Foggy weather kept Mesa's Beechcraft 1900s from landing in Merced on Sunday and part of Monday. Travelers booked on the first flight were given the option to fly out of the Fresno airport, exchange their tickets for a flight later in the week or get a refund.
But Merced flights weren't the only ones affected by the fog.
A Sky West airline employee out of the Modesto City-County Airport said they had several flights delayed due to weather conditions earlier this week.
On Sunday night, Partin said two corporate jets and a turbo-prop aircraft diverted from Fresno to Merced, because "visibility had dropped below minimums required" to land at the Fresno airport.
Almost every airport has an instrument landing system that requires pilots 200 feet from the surface of the runway to have a half-mile of horizontal visibility before landing.
At Merced's airport, Partin said, that means pilots must be able to see a third of the runway.
This is a requirement of the CAT 1 instrument landing system. There are also CAT 2 and CAT 3 systems, whose requirements change to 100 feet and 25 feet respectively.
"Merced's instrument landing system is the same (CAT 1) system in use at many other commercial airports throughout the Valley," Partin said.
He estimated about 80 percent of all airports use the CAT 1 system.
Partin said switching systems isn't a plausible solution for the Merced airport.
Along with more sophisticated equipment on the airport, he said, comes more stringent training requirements for pilots and much more sophisticated equipment onboard the aircraft.

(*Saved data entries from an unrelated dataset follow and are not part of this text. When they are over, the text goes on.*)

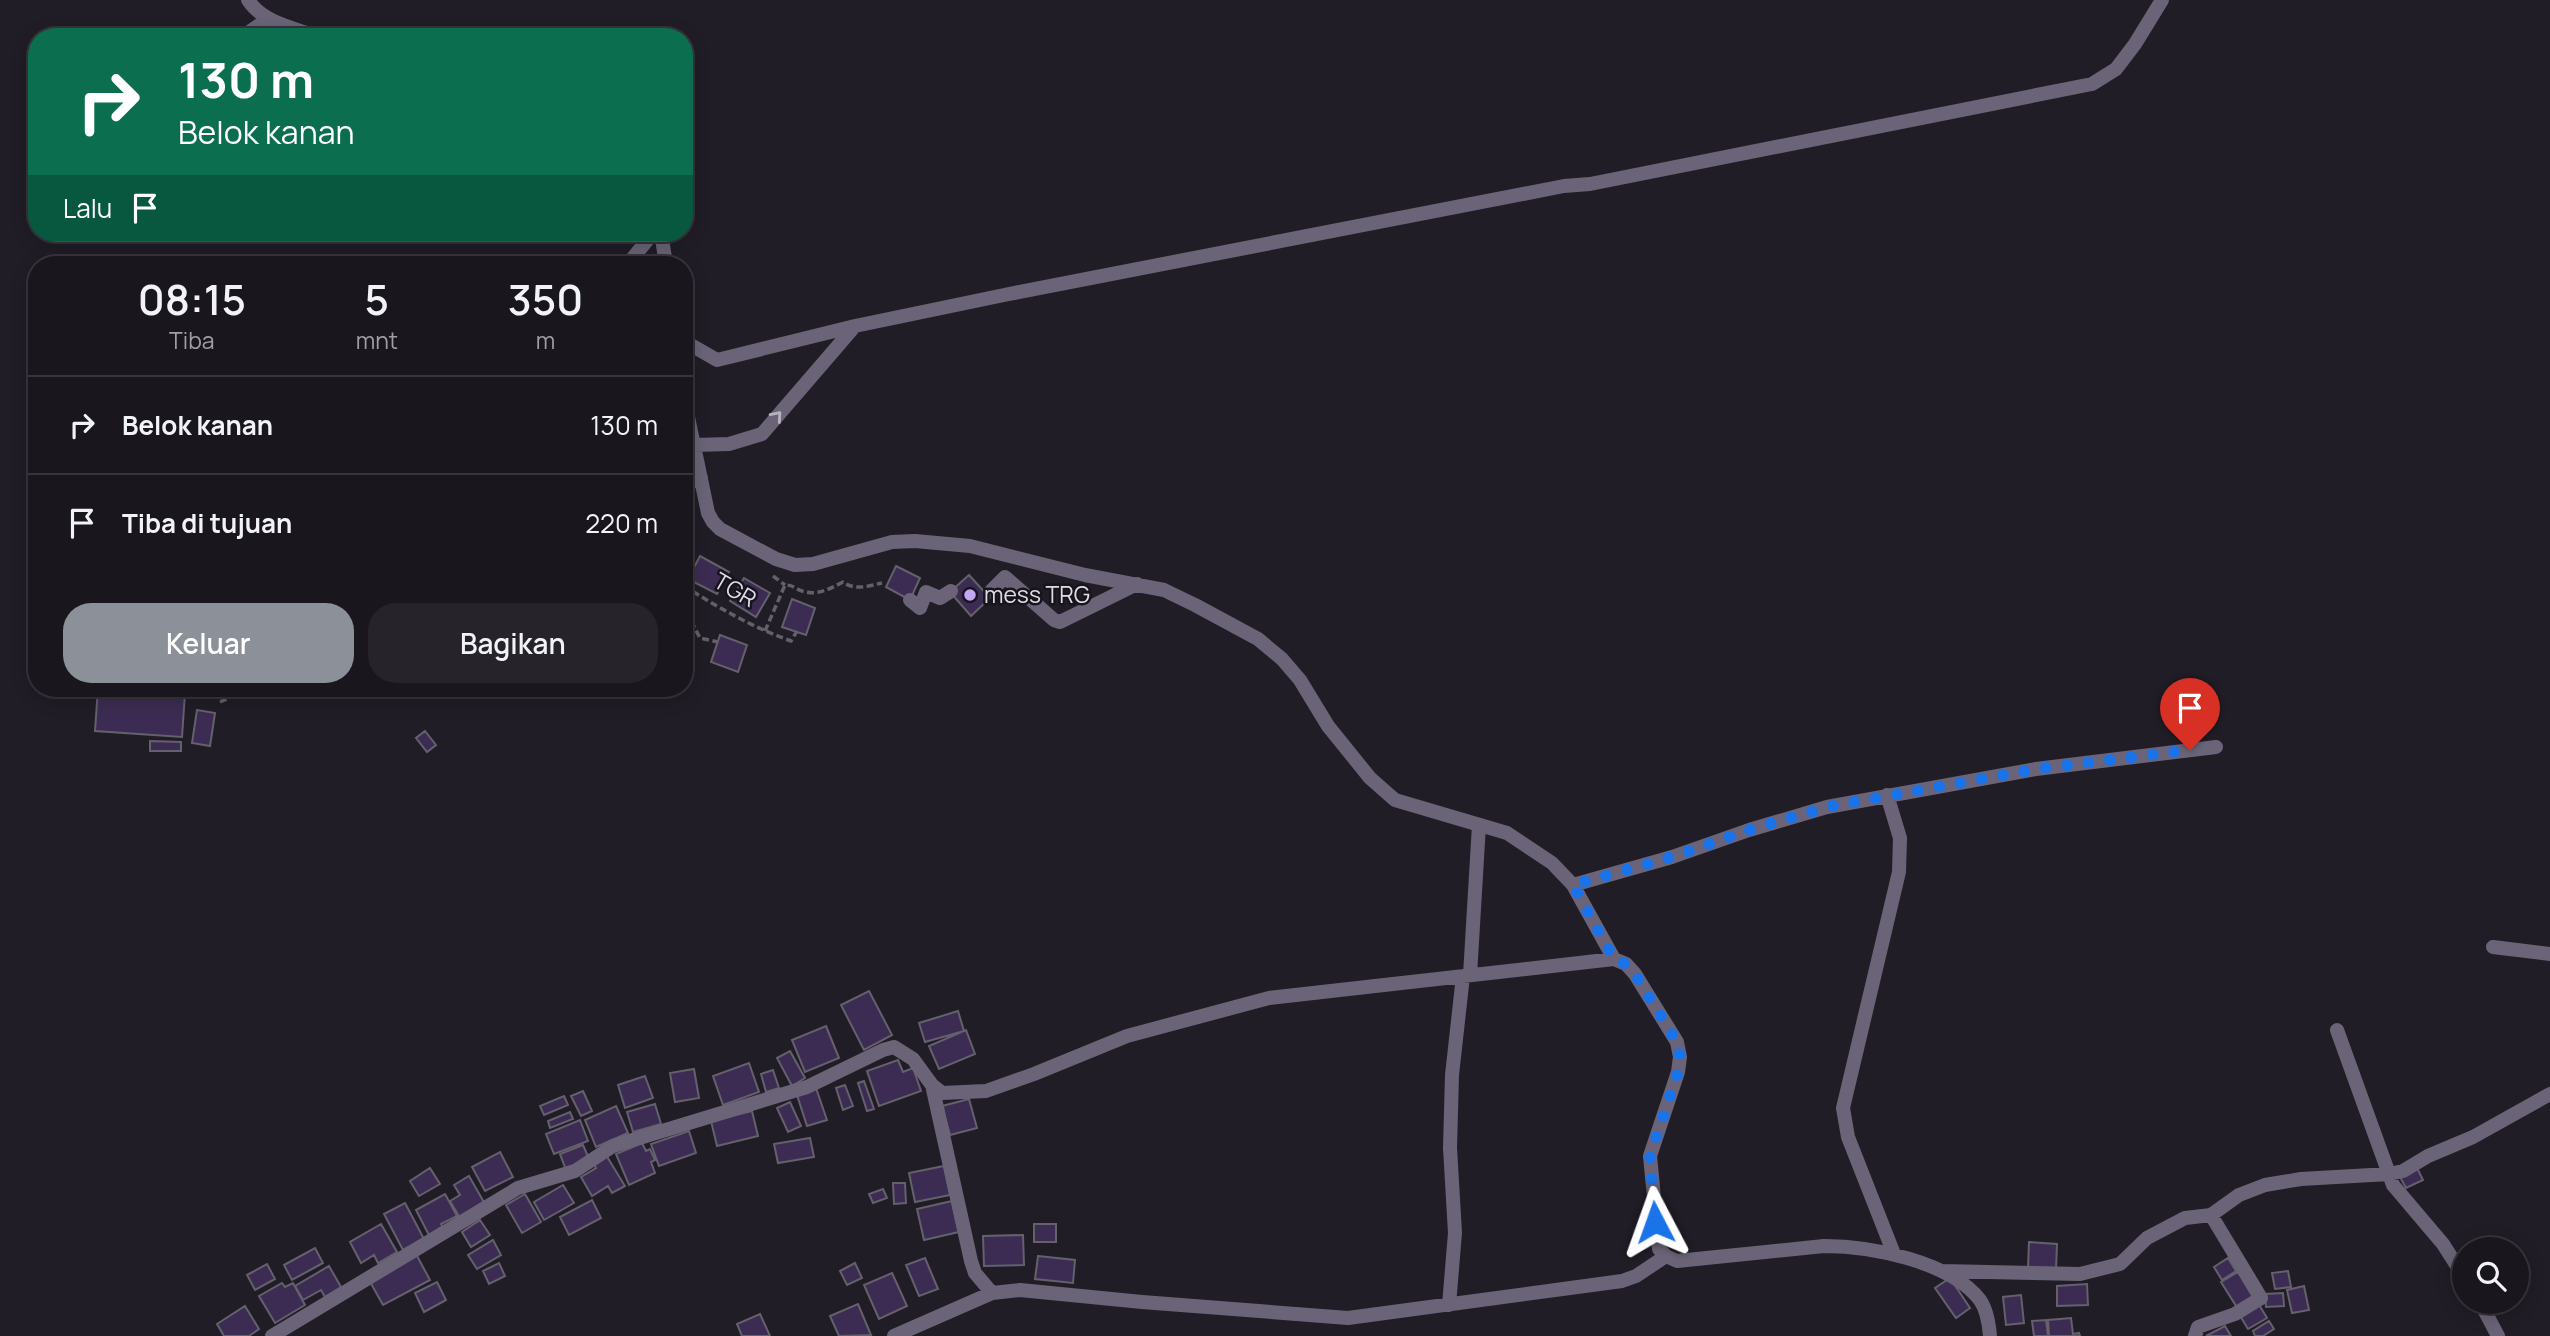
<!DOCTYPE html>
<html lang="id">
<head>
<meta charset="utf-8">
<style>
	:root { --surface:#19161d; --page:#26232a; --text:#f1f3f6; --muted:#9f9fa4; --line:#37353b; --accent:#8c9099 }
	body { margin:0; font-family:Manrope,sans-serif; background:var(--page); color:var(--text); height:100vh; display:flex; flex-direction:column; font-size:26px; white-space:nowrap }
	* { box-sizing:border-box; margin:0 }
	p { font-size:23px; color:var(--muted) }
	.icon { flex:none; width:38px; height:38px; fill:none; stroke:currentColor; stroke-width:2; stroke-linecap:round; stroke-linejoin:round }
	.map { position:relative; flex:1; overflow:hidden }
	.side { position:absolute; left:28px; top:256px; width:665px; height:441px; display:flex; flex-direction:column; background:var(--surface); border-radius:28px; box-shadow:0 4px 18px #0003,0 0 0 2px var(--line) }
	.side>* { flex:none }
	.guide { position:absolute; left:28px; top:28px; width:665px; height:214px; border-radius:28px; box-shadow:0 4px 18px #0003,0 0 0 2px var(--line); background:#0b6e4f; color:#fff; overflow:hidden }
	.buttons { position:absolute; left:2452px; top:1237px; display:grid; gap:14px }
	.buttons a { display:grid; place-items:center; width:77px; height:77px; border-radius:50%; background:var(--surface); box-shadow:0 4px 18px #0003,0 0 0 2px var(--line); font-size:35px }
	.pin { position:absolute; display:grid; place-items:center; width:60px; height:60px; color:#fff; margin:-72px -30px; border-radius:50% 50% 50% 0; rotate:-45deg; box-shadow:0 0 7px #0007 }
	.pin .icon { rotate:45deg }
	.me { position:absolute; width:77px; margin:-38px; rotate:356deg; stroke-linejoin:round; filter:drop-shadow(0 0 5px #0008) }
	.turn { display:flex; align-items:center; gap:24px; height:147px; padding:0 35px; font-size:32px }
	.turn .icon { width:91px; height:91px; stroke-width:2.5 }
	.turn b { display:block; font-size:49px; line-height:60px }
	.then { display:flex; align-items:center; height:66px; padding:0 35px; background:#0003; gap:14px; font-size:26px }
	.eta { display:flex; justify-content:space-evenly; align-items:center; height:119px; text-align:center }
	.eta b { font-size:42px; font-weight:600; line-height:49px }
	.button { display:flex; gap:14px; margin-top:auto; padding:14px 35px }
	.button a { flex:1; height:80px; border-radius:28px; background:var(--accent); color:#fff; font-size:28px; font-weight:600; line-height:80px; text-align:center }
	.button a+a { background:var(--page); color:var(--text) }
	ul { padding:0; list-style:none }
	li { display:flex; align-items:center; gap:21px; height:98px; padding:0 35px; border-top:2px solid var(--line) }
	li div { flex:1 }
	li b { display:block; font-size:26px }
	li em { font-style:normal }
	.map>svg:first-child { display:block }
</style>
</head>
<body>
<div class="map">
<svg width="2550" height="1336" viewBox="0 0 2550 1336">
	<rect width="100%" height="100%" fill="#211d27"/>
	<path fill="#3c2c53" stroke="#64606c" stroke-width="2" d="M700,556l29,16 -12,22 -29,-15z
		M896,566l24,12 -10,22 -24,-13z
		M969,575l21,23 -19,18 -21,-24z
		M744,578l26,15 -14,24 -26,-16z
		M792,599l23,9 -9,27 -24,-8z
		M720,635l27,10 -9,27 -27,-10z
		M98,688l87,5 -3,44 -87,-6z
		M197,710l18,3 -5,33 -18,-3z
		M425,731l11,14 -9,7 -11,-14z
		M150,741l31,1v9h-31z
		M869,991l23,44 -28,15 -23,-45z
		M958,1011l6,20 -39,11 -6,-19z
		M826,1026l13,32 -34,14 -13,-32z
		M966,1030l9,24 -36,15 -10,-23z
		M790,1051l15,27 -13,8 -15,-28z
		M898,1060l5,12 10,-4 8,23 -42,15 -12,-35z
		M749,1063l10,29 -36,13 -10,-29z
		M694,1069l5,29 -24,4 -5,-29z
		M773,1070l6,18 -13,4 -5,-18z
		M645,1076l8,22 -28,10 -7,-23z
		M864,1081l10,28 -7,2 -9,-28z
		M845,1085l8,21 -10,4 -7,-22z
		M816,1088l11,32 -20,6 -10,-31z
		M583,1091l9,20 -11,5 -10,-20z
		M564,1096l4,9 -24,10 -4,-9z
		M969,1099l8,29 -27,7 -8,-29z
		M790,1102l11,24 -13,6 -11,-24z
		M655,1104l6,20 -28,8 -6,-20z
		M616,1106l12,27 -32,14 -11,-27z
		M752,1111l6,25 -41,10 -6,-25z
		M570,1112l3,7 -23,9 -2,-7z
		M580,1120l8,21 -34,13 -8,-20z
		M689,1131l7,22 -37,13 -8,-22z
		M810,1138l4,19 -36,6 -4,-19z
		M642,1143l4,8 4,-2 5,11 -4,2 4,11 -26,12 -13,-31z
		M583,1145l7,16 -24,9 -6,-16z
		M500,1152l13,25 -28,14 -13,-24z
		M606,1155l19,31 -13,7 -4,-7 -16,10 -11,-19 15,-9 -3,-6z
		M944,1166l6,29 -35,7 -6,-29z
		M430,1168l10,16 -21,12 -9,-15z
		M2417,1168l6,12 -17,8 -6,-11z
		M469,1176l16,28 -25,14 -10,-17 10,-6 -6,-10z
		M893,1183h12l1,20 -12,1z
		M563,1185l11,18 -30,17 -10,-18z
		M883,1189l4,9 -14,5 -4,-9z
		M445,1194l12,22 -16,8 3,5 -14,8 -14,-27z
		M525,1194l16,28 -19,11 -16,-28z
		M592,1200l9,18 -32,17 -9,-18z
		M952,1201l7,31 -35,8 -7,-31z
		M405,1203l19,36 -21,11 -19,-36z
		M480,1220l10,15 -19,12 -9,-15z
		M381,1224l16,28 -19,11 -4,-8 -13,8 -11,-21z
		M1034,1224h22v18h-22z
		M1023,1235l1,30 -40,1 -1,-30z
		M493,1240l8,15 -24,14 -9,-14z
		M2029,1242l28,2 -1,26 -28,-2z
		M315,1248l8,15 -31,17 -8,-15z
		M416,1254l14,26 -47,25 -14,-25z
		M1038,1256l37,4 -2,23 -38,-4z
		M925,1258l13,31 -19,7 -13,-31z
		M2228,1258l8,13 -14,9 -8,-13z
		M499,1263l6,13 -16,8 -6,-13z
		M855,1263l7,15 -15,7 -7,-14z
		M267,1264l8,15 -20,11 -8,-15z
		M329,1266l12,21 -16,10 -4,-7 -18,10 -8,-14z
		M2288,1271l3,16 -16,2 -3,-16z
		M2238,1272l16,27 -16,10 -17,-27z
		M892,1273l15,33 -28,13 -15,-34z
		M1950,1278l20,30 -14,10 -21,-30z
		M437,1282l9,18 -22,12 -9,-19z
		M282,1283l3,4 8,-4 12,22 -30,18 -16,-27z
		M2087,1284l1,21 -31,1v-20z
		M2304,1286l5,24 -17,3 -5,-23z
		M2283,1293l1,13 -18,1 -1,-13z
		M2021,1295l3,28 -18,2 -3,-28z
		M2258,1303l9,15 -19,11 -9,-15z
		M858,1304l13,31 -32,1 -9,-20z
		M245,1306l14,23 -10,7h-25l-7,-12z
		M760,1314l10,22h-28l-5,-12z
		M2071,1318l2,16 6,-1 1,3h-31l-1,-16z
		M2046,1320l2,16h-14l-2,-15z
		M2269,1321l5,8 -11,7h-8l-2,-5z
		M2225,1326l6,10h-25z"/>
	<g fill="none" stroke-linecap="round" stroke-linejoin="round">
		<path stroke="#646069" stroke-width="3.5" stroke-dasharray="7 3.5" stroke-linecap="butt" d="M773,576l12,9
			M684,586c35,22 68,41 107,55l6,-10
			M684,614l6,5 10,19 18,4
			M765,631l20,-46c9,0 10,4 17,6 16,5 27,-2 41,-9 12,9 25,4 39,1
			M220,702l11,-5 8,-9"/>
		<path stroke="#6b6478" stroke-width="14" d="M248,0c15,23 46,28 71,37
			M242,37l26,-18
			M661,233l5,31
			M628,264l25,-31
			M684,341l33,19 138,-34 154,-32 555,-108 26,-2 502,-100 24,-15 19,-25 27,-44
			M684,398l24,115 5,9 7,7 56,30 19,6 18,-1 79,-22 23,-1 55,5 115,29 79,15 31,15 63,34 24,20 18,21 28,46 42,52 25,22 112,33 45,30 21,22 41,74
			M694,445l35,-1 33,-10 93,-108
			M684,485l17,-7
			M991,591l14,-14 49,43 6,2 77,-38
			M910,600l10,8 6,-16 14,6 11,-7
			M1887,795l13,43 -1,34 -56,236 5,29 46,117
			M1573,885l99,-28 77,-27 78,-23 209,-38 180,-22
			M2493,947l57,7
			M1470,975l9,-150
			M2337,1030l56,155 50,59 21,33
			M932,1085l39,176 4,12 17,20
			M1941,1271l139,3 40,-10 27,-26 38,-20 26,-3 28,-20 26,-10 36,-6 88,-5 14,-3 25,-15 45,-19 77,-43
			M2480,1302l18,34
			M1449,1305l6,-72 -5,-85 2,-73 11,-99
			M272,1336l246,-148 57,-17 38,-25 194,-59 76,-37 11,-3 19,12 19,26 10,8 44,-2 48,-17 93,-38 142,-38 345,-39 12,5 9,10 42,68 3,15 -2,15 -28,84 9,93 7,7 11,5 147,-15c46,0 126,15 156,54 7,10 9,24 10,36
			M894,1336l98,-43 28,-3 122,12 206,16 274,-37 14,-5 30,-20
			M2195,1336l3,-9 37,-13 26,-16 -50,-83"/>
	</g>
	<defs><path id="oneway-chevron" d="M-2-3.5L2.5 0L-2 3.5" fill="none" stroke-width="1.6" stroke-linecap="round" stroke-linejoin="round" transform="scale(1.75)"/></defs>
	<use stroke="#b6b3be" href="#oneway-chevron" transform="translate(777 416) rotate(-49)"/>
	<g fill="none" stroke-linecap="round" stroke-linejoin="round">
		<path stroke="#1a73e8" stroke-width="12" stroke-dasharray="0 21.6" d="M1655,1222l-5,-66 28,-84 2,-15 -3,-15 -42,-68 -9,-10 -12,-5 -41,-74 99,-28 77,-27 78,-23 209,-38 154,-19"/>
	</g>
	<circle fill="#c3a7f2" stroke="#17141e" stroke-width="2.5" cx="970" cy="595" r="7"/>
	<g text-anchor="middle" stroke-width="5" stroke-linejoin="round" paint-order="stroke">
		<g font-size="23" fill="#dfdde4" stroke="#17141e">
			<text transform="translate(735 590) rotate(30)" y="8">TGR</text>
		</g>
		<g font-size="23" fill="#dfdde4" stroke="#17141e" text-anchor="start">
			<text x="984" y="603">mess TRG</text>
		</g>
	</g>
</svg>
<div class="buttons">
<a><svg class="icon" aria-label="search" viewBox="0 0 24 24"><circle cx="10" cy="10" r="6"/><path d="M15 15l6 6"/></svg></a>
</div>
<div class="pin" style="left:2190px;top:750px;background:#d93025"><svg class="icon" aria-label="arrive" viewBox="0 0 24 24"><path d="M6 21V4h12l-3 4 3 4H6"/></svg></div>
<svg class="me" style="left:1655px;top:1222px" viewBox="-20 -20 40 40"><path d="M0-17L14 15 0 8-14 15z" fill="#1a73e8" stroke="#fff" stroke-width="4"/></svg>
<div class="guide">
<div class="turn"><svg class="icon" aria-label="right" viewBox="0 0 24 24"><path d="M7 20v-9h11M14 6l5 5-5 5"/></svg><div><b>130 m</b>Belok kanan</div></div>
<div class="then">Lalu<svg class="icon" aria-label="arrive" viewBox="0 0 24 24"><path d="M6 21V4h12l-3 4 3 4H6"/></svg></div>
</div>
<section class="side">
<div class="eta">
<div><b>08:15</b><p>Tiba</p></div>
<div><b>5</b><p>mnt</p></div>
<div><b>350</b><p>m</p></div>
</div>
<ul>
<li><svg class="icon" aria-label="right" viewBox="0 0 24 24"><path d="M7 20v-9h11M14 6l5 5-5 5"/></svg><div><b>Belok kanan</b></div><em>130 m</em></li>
<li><svg class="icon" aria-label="arrive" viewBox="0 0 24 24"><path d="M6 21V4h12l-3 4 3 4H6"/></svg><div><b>Tiba di tujuan</b></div><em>220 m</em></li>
</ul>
<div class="button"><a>Keluar</a><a>Bagikan</a></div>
</section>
</div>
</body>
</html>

Although a CAT 2 system would lower the height-off-the-runway requirements for pilots, it still requires the fourth-mile of visibility -- something most pilots didn't have on Sunday at the Merced airport.
"Fog is a safety issue for aircraft," said Gary Sanger, a meteorologist for the National Weather Service office in Hanford.
Fog forms when temperatures cool and the moisture in the air condenses, forming tiny droplets. So lightweight, these droplets stay suspended in the air, Sanger said, until they get large enough to become drizzle.
During the day, sunlight creates enough warmth to burn off most or all of the moisture. This is why fog is thicker in the morning and evenings.
The Central Valley has more fog than other areas because it is just that -- a Valley.
"There are mountains on three sides," Sanger said. "Air mass, once it gets into the Valley, really can't go anywhere."
In the last couple of days, Sanger said there haven't been any mechanisms -- like storms or wind -- to clear the moisture out.
Despite the problems fog causes for those trying to follow instrument landing system requirements, Partin said it is the easiest weather to fly in.
"Fog is very smooth, no bumps," Partin said.
Because fog tops out no higher than 2,000 feet, Partin said pilots only spend about a minute in the fog while rising to their traveling altitude.
Partin should know -- the airport manager has clocked more than 3,000 hours as a pilot, many of them when he was flying commercially.
"I have landed here under the most difficult of conditions," he said. "I have never had a problem getting into Merced."